PRESIDENTE. Concluda, onorevole.
MARCO GRIMALDI(AVS). Hanno lottato per tutte e tutti noi, e questa vicenda ci ricorda che tutte e tutti noi abbiamo una grande responsabilità, una grande solidarietà, che ancora dobbiamo nei loro confronti e spero che questa vicenda sia chiara davvero a tutte e tutti
PRESIDENTE. Tecnicamente, onorevole Grimaldi, anche ai fini del verbale, quindi lei chiede un'informativa del Governo sulla materia che riguarda la Turchia e i curdi? Va bene.
Ha chiesto di parlare l'onorevole Onori. Ne ha facoltà.
FEDERICA ONORI(AZ-PER-RE). Grazie, Presidente. Intervengo per unirci alla richiesta dei colleghi Soumahoro e Fornaro, che abbiamo trovato assolutamente appropriata e opportuna, e per suggerire già una possibile finestra. Abbiamo un'audizione informale con il Vice Premier e Ministro Tajani per questo giovedì 30 gennaio, con le Commissioni estere di Camera e Senato riunite congiuntamente.
Questa audizione è sugli esiti del Consiglio degli affari esteri dell'Unione europea, quindi proponiamo che possa ricomprendere in quell'occasione anche il tema del Congo.
PRESIDENTE. L'ordine del giorno reca il seguito della discussione del disegno di legge, già approvato dal Senato, n. 2206: Conversione in legge del decreto-legge 27 dicembre 2024, n. 200, recante disposizioni urgenti per la proroga dell'autorizzazione alla cessione di mezzi, materiali ed equipaggiamenti militari in favore delle autorità governative dell'Ucraina.
Ricordo che nella parte antimeridiana della seduta odierna si è conclusa la discussione generale e il relatore per la Commissione affari esteri e del rappresentante del Governo hanno rinunciato a intervenire in sede di replica.
PRESIDENTE. Passiamo all'esame dell'articolo unico del disegno di legge di conversione e delle proposte emendative riferite all'articolo unico del disegno di legge di conversione e agli articoli del decreto-legge .
Le Commissioni I (Affari costituzionali) e V (Bilancio) hanno espresso i prescritti pareri , che sono in distribuzione.
Se nessuno chiede di intervenire sul complesso delle proposte emendative, invito i relatori e la rappresentante del Governo ad esprimere il parere.
EMANUELE LOPERFIDOGrazie, Presidente.

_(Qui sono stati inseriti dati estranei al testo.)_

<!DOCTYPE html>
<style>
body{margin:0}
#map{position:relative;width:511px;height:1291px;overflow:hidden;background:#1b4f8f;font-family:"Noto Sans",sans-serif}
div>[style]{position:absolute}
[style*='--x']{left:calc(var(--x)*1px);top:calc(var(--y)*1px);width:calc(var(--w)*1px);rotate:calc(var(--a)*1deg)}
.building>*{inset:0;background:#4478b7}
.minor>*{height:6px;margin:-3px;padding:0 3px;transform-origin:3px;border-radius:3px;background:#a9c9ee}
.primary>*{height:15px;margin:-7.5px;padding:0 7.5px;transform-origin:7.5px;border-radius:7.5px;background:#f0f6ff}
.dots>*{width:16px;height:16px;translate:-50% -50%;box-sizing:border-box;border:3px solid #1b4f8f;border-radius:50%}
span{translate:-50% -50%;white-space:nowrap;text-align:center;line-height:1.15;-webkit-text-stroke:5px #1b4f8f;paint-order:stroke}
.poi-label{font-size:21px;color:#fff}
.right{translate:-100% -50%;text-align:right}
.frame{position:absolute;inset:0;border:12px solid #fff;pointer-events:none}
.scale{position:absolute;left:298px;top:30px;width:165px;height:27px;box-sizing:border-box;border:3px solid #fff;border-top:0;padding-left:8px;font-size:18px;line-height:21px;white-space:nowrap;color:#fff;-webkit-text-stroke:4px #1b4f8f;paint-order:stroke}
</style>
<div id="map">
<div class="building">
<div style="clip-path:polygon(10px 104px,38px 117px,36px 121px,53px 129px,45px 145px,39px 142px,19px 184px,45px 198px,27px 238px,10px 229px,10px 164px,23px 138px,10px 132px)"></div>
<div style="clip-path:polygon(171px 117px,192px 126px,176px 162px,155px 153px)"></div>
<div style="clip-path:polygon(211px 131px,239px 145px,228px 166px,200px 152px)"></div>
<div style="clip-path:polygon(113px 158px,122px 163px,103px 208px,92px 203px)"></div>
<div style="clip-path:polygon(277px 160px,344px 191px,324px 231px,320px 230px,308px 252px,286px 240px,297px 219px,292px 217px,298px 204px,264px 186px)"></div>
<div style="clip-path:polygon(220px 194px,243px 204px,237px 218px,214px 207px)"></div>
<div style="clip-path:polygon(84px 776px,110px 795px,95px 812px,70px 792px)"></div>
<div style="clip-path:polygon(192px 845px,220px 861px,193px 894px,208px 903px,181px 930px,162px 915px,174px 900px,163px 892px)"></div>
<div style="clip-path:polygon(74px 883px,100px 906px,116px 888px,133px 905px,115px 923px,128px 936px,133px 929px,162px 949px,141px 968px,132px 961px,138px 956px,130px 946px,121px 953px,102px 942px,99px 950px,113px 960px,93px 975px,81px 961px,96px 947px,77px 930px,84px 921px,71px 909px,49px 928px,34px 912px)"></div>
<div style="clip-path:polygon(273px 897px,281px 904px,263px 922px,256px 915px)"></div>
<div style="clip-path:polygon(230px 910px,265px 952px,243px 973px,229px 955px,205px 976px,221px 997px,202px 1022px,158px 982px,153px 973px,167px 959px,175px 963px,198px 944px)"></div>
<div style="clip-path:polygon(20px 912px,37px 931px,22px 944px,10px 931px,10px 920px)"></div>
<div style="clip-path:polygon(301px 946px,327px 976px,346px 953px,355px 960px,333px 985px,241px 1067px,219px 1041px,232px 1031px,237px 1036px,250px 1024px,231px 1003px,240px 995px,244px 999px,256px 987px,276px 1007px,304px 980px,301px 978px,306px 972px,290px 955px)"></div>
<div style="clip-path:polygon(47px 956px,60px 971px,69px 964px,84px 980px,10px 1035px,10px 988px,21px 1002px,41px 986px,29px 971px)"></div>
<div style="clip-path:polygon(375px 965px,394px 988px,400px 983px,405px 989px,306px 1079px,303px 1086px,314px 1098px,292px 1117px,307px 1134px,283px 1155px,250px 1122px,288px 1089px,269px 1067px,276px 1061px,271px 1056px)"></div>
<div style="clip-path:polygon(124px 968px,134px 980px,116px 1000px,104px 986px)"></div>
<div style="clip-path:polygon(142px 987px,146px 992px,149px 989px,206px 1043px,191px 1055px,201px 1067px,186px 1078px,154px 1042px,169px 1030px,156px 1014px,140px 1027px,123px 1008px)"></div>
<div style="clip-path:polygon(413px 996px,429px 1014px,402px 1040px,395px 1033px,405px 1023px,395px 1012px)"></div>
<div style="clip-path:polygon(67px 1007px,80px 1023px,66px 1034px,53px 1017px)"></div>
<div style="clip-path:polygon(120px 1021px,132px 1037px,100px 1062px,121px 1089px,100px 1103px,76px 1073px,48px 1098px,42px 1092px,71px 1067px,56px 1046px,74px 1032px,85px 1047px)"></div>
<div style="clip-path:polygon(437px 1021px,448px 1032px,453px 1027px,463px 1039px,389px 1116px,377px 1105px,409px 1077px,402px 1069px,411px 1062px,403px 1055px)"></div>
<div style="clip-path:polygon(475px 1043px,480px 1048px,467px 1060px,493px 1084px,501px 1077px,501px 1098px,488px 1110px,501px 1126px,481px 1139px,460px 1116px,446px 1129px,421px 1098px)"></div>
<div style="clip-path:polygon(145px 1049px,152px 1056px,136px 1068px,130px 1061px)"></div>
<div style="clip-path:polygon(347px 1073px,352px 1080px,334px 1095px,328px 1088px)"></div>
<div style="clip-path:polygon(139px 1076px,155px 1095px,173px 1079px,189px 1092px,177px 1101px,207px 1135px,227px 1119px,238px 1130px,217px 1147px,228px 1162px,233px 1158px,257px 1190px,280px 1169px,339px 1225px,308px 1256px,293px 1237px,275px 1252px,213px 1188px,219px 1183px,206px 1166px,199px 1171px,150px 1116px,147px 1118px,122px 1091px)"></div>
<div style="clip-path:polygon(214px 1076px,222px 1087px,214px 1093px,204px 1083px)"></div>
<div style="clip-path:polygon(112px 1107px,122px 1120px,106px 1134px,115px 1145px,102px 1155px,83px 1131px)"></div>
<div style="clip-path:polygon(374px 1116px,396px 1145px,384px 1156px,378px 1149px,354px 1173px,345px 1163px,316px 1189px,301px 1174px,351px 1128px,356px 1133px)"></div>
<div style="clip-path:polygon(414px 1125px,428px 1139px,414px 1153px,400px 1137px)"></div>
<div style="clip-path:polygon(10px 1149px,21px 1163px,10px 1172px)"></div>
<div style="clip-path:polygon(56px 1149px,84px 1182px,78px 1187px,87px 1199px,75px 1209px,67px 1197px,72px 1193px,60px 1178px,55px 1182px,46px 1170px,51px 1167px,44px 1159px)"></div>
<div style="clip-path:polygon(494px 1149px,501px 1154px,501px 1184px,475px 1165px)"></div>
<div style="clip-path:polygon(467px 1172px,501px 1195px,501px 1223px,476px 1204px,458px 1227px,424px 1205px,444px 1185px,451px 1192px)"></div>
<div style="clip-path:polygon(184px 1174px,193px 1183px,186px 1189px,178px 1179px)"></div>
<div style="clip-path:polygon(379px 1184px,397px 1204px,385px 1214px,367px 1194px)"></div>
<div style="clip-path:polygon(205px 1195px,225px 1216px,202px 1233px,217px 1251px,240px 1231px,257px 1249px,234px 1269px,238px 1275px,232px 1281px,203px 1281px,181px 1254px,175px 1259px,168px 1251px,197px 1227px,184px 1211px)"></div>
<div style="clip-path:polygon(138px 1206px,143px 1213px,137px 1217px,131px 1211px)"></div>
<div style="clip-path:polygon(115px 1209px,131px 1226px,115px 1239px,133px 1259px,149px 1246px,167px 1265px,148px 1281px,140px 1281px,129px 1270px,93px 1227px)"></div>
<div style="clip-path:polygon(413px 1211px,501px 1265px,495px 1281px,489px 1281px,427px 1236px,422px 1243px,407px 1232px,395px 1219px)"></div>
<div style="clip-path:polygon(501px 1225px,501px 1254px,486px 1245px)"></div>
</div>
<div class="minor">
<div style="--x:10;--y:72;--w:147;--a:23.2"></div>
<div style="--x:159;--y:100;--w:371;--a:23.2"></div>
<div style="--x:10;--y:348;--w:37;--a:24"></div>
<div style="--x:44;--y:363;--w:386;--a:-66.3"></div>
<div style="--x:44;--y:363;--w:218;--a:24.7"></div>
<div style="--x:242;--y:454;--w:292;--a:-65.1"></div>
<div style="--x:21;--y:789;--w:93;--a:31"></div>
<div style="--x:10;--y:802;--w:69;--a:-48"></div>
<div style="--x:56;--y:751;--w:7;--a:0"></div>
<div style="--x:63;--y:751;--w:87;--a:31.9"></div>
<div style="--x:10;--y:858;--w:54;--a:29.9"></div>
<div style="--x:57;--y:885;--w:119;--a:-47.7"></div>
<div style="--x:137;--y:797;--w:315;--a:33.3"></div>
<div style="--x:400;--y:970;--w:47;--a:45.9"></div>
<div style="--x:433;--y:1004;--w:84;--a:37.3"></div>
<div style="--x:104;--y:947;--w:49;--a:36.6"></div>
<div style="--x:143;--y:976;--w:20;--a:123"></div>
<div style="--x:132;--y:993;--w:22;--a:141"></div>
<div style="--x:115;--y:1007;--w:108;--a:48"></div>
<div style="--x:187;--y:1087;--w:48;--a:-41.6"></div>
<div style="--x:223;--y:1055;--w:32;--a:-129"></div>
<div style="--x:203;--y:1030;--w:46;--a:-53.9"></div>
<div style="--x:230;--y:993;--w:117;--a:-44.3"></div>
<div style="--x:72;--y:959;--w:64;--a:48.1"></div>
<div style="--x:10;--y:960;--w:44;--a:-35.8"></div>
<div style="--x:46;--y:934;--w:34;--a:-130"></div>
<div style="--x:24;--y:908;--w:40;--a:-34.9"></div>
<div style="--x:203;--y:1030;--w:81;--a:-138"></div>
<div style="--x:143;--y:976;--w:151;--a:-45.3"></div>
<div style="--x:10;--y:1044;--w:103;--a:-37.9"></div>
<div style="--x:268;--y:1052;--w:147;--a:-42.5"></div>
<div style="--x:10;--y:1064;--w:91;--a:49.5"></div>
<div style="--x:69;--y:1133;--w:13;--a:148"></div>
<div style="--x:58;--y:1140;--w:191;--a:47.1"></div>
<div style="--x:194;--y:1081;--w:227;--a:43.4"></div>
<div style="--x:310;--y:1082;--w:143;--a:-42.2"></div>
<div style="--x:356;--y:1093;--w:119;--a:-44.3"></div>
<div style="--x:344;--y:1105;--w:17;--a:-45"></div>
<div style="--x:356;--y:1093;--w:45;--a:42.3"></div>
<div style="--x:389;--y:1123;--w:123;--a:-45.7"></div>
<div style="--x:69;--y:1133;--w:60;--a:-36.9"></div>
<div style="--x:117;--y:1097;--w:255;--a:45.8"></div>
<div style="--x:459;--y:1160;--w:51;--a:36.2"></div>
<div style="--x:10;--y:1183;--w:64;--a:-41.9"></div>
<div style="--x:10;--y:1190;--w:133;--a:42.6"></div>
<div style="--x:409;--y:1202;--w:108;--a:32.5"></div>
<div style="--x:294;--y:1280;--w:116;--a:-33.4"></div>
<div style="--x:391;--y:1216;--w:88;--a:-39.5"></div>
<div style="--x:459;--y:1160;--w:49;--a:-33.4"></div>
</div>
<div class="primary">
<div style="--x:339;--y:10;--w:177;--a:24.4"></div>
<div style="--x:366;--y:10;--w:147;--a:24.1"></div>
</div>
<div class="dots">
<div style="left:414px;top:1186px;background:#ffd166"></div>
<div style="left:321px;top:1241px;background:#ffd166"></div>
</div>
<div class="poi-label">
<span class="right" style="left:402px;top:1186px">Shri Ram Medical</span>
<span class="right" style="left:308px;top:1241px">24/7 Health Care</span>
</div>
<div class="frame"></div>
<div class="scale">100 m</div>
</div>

In seguito all'esame nelle Commissioni esteri e difesa i pareri sono negativi su tutti gli emendamenti.
PRESIDENTE. Contrario su tutti gli emendamenti.
Il Governo?
MATILDE SIRACUSANO,. Il parere è conforme al relatore.

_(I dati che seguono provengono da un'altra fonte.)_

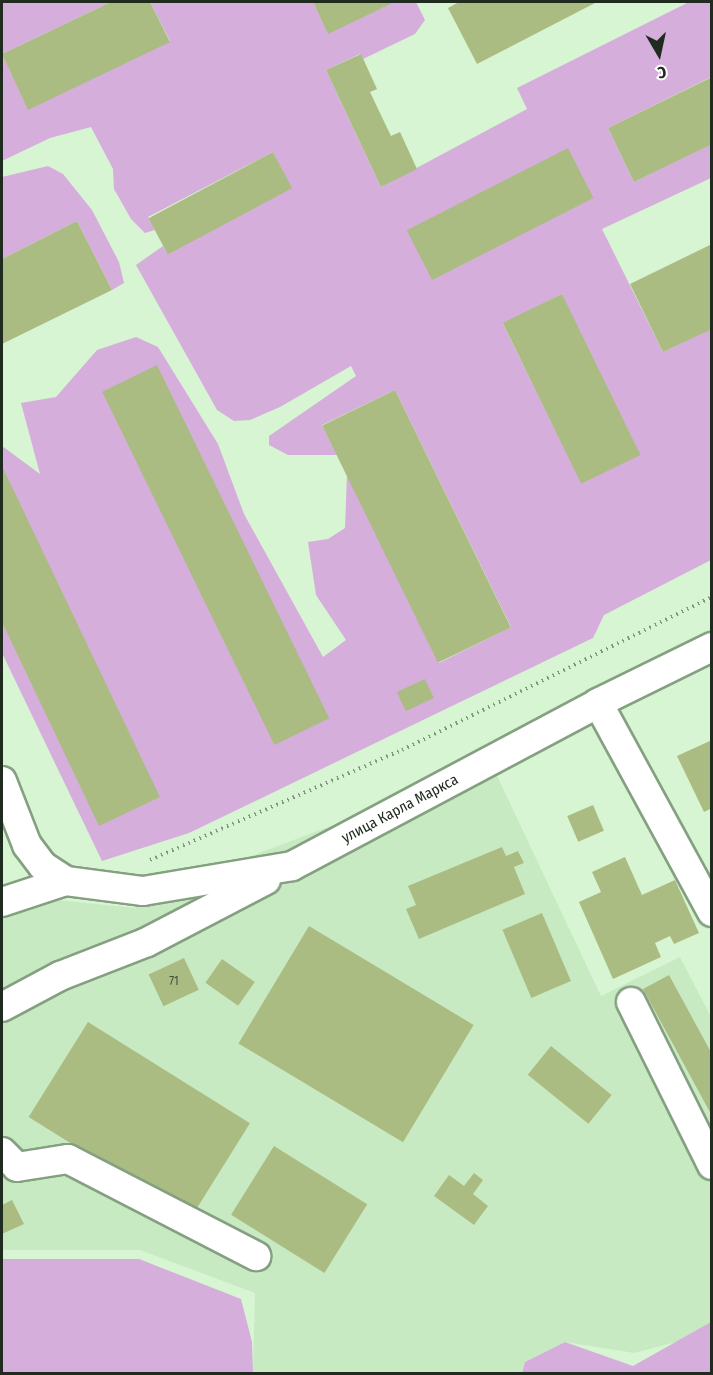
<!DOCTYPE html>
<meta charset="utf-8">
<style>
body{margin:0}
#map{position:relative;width:713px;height:1375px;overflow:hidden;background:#d7f5d3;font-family:"Fira Sans Condensed",sans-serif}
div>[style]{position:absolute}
.built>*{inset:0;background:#c8eac3}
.green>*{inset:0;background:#d5aedc}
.building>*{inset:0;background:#abbc82;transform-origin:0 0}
.path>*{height:4px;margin-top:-2px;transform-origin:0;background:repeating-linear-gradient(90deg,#81967e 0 1.5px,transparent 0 6px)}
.roads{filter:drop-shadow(2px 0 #85a081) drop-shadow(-2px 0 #85a081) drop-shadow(0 2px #85a081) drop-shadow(0 -2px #85a081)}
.minor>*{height:28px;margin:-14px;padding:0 14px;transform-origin:14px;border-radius:14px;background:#fff}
span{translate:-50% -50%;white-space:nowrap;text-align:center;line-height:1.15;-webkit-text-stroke:4.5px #fff;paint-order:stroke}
.number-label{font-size:12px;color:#434f38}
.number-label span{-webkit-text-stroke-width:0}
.street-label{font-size:15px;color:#202b1f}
.frame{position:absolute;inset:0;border:3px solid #202b1f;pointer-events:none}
.north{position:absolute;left:629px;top:24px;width:60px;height:60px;-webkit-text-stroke:4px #fff;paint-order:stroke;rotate:171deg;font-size:16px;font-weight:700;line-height:24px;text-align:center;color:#202b1f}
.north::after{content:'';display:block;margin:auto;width:21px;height:27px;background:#202b1f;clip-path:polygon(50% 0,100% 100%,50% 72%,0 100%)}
</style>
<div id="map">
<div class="built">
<div style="clip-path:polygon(492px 765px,601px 996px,680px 957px,711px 1017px,711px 1333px,634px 1353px,565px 1342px,525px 1362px,522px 1373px,253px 1373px,255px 1293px,140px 1250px,2px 1250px,2px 889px,27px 878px,38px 898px,135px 908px,222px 867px)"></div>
</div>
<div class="green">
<div style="clip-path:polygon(2px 2px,111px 2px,2px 54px)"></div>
<div style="clip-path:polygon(evenodd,150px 2px,313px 2px,328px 33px,395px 2px,416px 2px,425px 20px,415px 34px,363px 59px,360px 54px,326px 70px,381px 187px,527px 109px,517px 88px,689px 2px,711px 2px,711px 77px,608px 128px,634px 182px,711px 144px,711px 178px,602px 229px,663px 352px,711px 329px,711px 560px,604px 615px,593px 638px,189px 833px,102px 861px,2px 653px,2px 446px,40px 474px,21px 403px,56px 397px,97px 350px,136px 337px,158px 347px,218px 444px,244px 514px,323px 657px,346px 640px,316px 595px,308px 542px,328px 539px,345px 528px,347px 475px,439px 663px,511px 627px,395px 390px,322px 425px,337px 455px,288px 455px,269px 445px,269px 436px,356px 376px,351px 366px,280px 407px,250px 420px,234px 421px,217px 410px,136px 265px,163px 246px,167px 253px,291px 188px,273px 152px,148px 217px,155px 230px,145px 233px,131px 219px,114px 189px,113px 169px,91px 127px,50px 138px,2px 161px,2px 54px,28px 109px,170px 41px,150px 2px,562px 294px,582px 484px,503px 324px,562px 294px)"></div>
<div style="clip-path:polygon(48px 166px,63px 174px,92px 210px,119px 262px,124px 283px,112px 290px,77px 221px,2px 259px,2px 177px)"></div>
<div style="clip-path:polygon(2px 1259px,139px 1259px,241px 1299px,252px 1342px,253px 1373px,2px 1373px)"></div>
<div style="clip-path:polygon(711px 1322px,711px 1373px,522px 1373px,525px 1362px,565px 1342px,633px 1366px)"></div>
</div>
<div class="building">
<div style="clip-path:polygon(111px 2px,150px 2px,170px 42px,28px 110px,2px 54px)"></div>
<div style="clip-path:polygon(313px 2px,395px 2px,328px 34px)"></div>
<div style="clip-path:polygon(459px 2px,597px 2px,477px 64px,448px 8px)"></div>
<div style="clip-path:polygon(361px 54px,377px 89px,370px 92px,391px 136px,400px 132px,417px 169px,381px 187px,326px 70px)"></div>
<div style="clip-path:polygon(712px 77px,712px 144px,634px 182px,608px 128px)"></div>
<div style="left:568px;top:148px;width:56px;height:181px;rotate:63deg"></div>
<div style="left:273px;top:152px;width:41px;height:141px;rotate:62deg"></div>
<div style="clip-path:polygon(77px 221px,112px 290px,2px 344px,2px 259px)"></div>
<div style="clip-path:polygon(712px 244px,712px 329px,663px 352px,630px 284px)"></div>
<div style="left:562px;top:294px;width:179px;height:66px;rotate:64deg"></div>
<div style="left:157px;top:365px;width:393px;height:61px;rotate:64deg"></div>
<div style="left:395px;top:390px;width:264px;height:81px;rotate:64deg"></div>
<div style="clip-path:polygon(2px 466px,160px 797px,99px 826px,2px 622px)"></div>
<div style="left:425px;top:679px;width:21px;height:31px;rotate:65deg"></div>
<div style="clip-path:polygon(712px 740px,712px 808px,704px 812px,677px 756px)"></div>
<div style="left:593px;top:805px;width:28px;height:28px;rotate:67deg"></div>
<div style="clip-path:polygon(502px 847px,506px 856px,518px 851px,524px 863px,514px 867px,525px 894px,419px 939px,406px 909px,416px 905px,408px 886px)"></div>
<div style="clip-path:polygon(625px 857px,642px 895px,675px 880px,699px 933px,674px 944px,670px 936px,655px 943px,661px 957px,613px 979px,579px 902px,601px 892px,592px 872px)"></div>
<div style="left:542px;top:913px;width:74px;height:43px;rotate:67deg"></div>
<div style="left:309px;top:926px;width:192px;height:137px;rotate:31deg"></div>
<div style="left:184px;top:958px;width:35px;height:39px;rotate:65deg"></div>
<div style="left:222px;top:959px;width:40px;height:29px;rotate:35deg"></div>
<div style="clip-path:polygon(669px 975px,712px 1054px,712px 1116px,643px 989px)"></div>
<div style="left:88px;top:1022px;width:191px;height:112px;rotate:32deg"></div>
<div style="left:551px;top:1046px;width:78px;height:37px;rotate:39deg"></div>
<div style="left:274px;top:1146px;width:110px;height:81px;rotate:32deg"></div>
<div style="clip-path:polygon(474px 1173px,483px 1180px,473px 1194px,488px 1206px,474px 1225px,434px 1196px,449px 1175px,464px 1186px)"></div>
<div style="clip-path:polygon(12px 1200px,24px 1224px,2px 1234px,2px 1205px)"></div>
</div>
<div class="path">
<div style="left:150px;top:860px;width:275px;rotate:-23.6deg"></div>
<div style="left:402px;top:750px;width:346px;rotate:-26.3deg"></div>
</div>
<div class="roads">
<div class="minor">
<div style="left:598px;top:703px;width:238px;rotate:61.4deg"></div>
<div style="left:2px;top:781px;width:69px;rotate:68.7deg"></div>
<div style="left:27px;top:845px;width:26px;rotate:53deg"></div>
<div style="left:43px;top:866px;width:27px;rotate:33deg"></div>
<div style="left:66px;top:881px;width:78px;rotate:7.4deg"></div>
<div style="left:143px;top:891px;width:151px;rotate:-9.5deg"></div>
<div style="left:292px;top:866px;width:347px;rotate:-28deg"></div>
<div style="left:598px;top:703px;width:127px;rotate:-26.2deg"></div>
<div style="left:2px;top:902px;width:67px;rotate:-18.2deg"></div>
<div style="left:631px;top:1002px;width:182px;rotate:63.6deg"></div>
<div style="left:2px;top:1007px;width:66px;rotate:-28.1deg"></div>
<div style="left:60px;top:976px;width:93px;rotate:-21.3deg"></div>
<div style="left:147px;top:942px;width:134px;rotate:-27.5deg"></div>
<div style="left:2px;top:1152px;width:21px;rotate:45deg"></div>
<div style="left:17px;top:1167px;width:52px;rotate:-8.9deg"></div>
<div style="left:68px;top:1159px;width:212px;rotate:27.3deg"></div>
</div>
</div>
<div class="number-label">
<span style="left:174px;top:982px">71</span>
</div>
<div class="street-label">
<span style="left:400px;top:809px;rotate:-28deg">улица Карла Маркса</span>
</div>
<div class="frame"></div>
<div class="north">С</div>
</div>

PRESIDENTE. Contrario su tutti gli emendamenti.
Passiamo agli identici Dis 1.1 Fratoianni e Dis 1.2 Riccardo Ricciardi. Se nessuno chiede di intervenire li pongo in votazione.
Indìco la votazione nominale, mediante procedimento elettronico, sugli identici emendamenti Dis 1.1 Fratoianni e Dis 1.2 Riccardo Ricciardi, con il parere contrario delle Commissioni e del Governo.
Dichiaro aperta la votazione.
Dichiaro chiusa la votazione.
La Camera respinge .
Passiamo all'emendamento 1.2 Pellegrini. Ha chiesto di parlare l'onorevole Pellegrini. Ne ha facoltà.
MARCO PELLEGRINI(M5S). Grazie, Presidente. Per la verità faccio un intervento sia sull'emendamento 1.2 che sull'emendamento 1.5 che sono abbastanza simili e quindi se me lo concede, Presidente, spiegherò anche quali sono le differenze. Questi emendamenti hanno due obiettivi: il primo è quello di parlamentarizzare il più possibile la gestione di questa crisi terribile che coinvolge l'Ucraina e la Russia, come Paese aggressore; noi chiediamo che ogni singola autorizzazione all'invio di mezzi militari e anche non militari e umanitari passi sostanzialmente dalle Camere, quindi, il Governo renda preventive comunicazioni alle Camere e le Camere esprimano un atto di indirizzo con un voto specifico.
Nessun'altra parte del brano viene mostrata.